Would there be performance problems when I search across the tables, since many JOINS are performed to retrieve just one record?
What would be a better way to model the above JSON record into the database? In SQL, or better in NoSQL?
It kind of depends.
If you are planning to have an "infinite" amount of contacts/addresses/emails per user then your idea is a pretty good way to go.
You could also consider (something like) the following:
PROFILE table, containing:
PROFILE_ID
NAME
EMAIL_ADDRESS_WORK
EMAIL_ADDRESS_PERSONAL
PHONE_NUMBER
MOBILE_NUMBER
ADDRESS table, containing:
ADDRESS_ID
PROFILE_ID
STREET
CITY
..etc
This means you can set 2 kinds of emails and 2 kinds of phone numbers per user and they are stored with the profile itself.
Alternatively you can choose to have a separate CONTACT table which contains both phone numbers and email addresses (and maybe other types):
CONTACT_TYPE (phone, mobile, email_work, email_personal)
CONTACT_VALUE
PROFILE_ID
All three (mine, and yours) could work perfectly. To better decide what would work for you, you should write down all possibilities there are (and could be).

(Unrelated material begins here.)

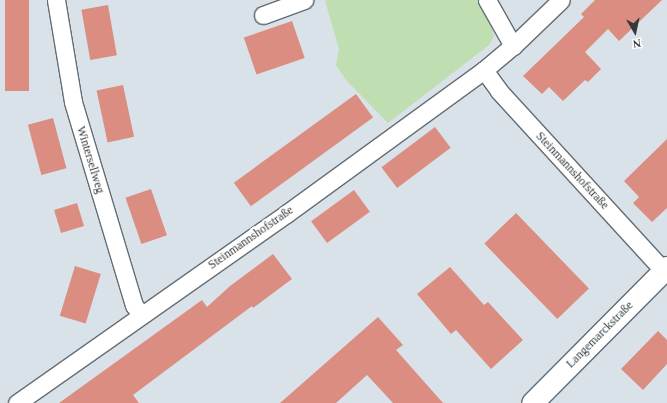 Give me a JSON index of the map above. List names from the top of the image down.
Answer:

Maybe you want to be able to add 10 email addresses per profile (then storing them with the profile would be silly), maybe you will have a very large variaty in different contact types, such as IM, facebook, ICQ, twitter (then a CONTACTS table would fit nicely).
So try to find out/list what types of data you will have and see how that will fit into a specific model, then pick the most suitable one :)
This is the most common case for database design... You should stop threading it as something new just because you included json :-)
Just create
User: id, name
Contacts: user-id, id, key, value
Email and addresses and whatever else is like contacts.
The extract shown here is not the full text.